Although climate change has shown a direct impact on the Olive Ridley species nesting in new places, Seminoff said green sea turtles have not shown a significant change in nesting locations.

A nesting turtle. Photo courtesy of Jeffrey Seminoff, NOAA Southwest Fisheries Science Center.

“There’s efforts around the world to artificially incubate nests in cooler environments or to build shade structures over the beach so that the sand gets shaded and it stays cooler,” says Seminoff. “But when you think about the vast range of sea turtle nesting behavior and the nesting beaches around the world, it’s such a massive spatial scale that the work that we’re doing as scientists is just a small portion of those beaches.”

Other threats include accidental captures on hooks and boat strikes, with the latter being the primary of a “pretty fast and painful death.”

A sign designed to encourage watergoers to slow down across coastal areas in San Diego. Staff photo by Julieta Soto.

In this respect, NOAA in partnership with SoCal Sea Turtles continues to expand student and adult sea turtle conservation education related activities which includes signs with pictures of turtles warning boat goers to slow down in various marine areas.

Protecting turtles in Imperial Beach

And according to Mashburn, this year SoCal Sea Turtles will also work with the City of Imperial Beach to develop signage specific to the pier regarding sea life and especially sea turtles in the Spanish language.

Regarding how local sewage affects the species, Mashburn, who obtained her Master of Applied Science in Marine Biodiversity & Conservation from Scripps Institution of Oceanography, considers there is a possibility that there may be an eventual impact of correlation with regard to their diet.

SoCal green turtle eating in La Jolla Cove. Photo courtesy of Jeffrey Seminoff, NOAA Southwest Fisheries Science Center.

“The official answer is no, there are not direct effects from pollution on sea turtles, but as a scientist and ecosystem person, I think there are a lot of organisms that are deeply affected by pollution, like mollusks and seaweed and a lot of smaller invertebrate organisms, and the sea turtles are eating these organisms,” said Mashburn.

“If the pollution is affecting the population size of available prey items, then the sea turtles will eventually be affected.”

Sabrina Mashburn

“If the pollution is affecting the population size of available prey items, then the sea turtles will eventually be affected. And so I think it’s less about the sea turtles getting chemical poisoning and more about the sea turtles’ environment being degraded and then them having less opportunity to feed in the areas where they expect to find food.”

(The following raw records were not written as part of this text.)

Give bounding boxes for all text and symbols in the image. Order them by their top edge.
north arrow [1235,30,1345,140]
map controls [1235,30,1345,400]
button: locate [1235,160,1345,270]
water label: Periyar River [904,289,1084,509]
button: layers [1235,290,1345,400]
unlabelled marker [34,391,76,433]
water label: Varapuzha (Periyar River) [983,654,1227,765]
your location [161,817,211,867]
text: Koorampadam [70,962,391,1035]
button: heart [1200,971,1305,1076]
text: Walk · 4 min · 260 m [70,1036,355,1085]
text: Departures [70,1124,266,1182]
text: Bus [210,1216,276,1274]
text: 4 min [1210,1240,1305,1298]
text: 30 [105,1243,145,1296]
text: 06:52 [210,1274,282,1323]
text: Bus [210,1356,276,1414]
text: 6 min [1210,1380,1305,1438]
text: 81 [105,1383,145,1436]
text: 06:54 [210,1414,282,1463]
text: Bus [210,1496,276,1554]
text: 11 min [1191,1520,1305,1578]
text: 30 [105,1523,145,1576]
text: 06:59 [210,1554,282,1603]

Mashburn also said she considers that sea turtles, like other reptiles, are “resilient to pollution.”

“We could end all the causes of sea turtle deaths that are not natural, which would be amazing,” said Mashburn. “Outreach and education and advocacy, coupled with being careful when you’re around the water with your fishing debris and slowing down.”

One of the resident Green Sea Turtles that inhabit the San Diego Bay National Wildlife Refuge as seen from kayak on Tuesday, Jan. 2, 2024. Photo courtesy of Tracy Tempest.

Top three ways to protect sea turtles

Additionally, Mashburn shared the top three things that can be done to protect sea turtles:

  1. Make sure that you’re going slow on a boat or your jet ski if you’re near shore, as it “really could save sea turtles and marine mammals’ lives.”
  2. When fishing, have the marine mammal and turtle hotline number at hand and clean up your line and your hooks, because “you could be saving a sea turtle’s life.”
  3. Help spread the word. Make a post on social media. Tell your friends.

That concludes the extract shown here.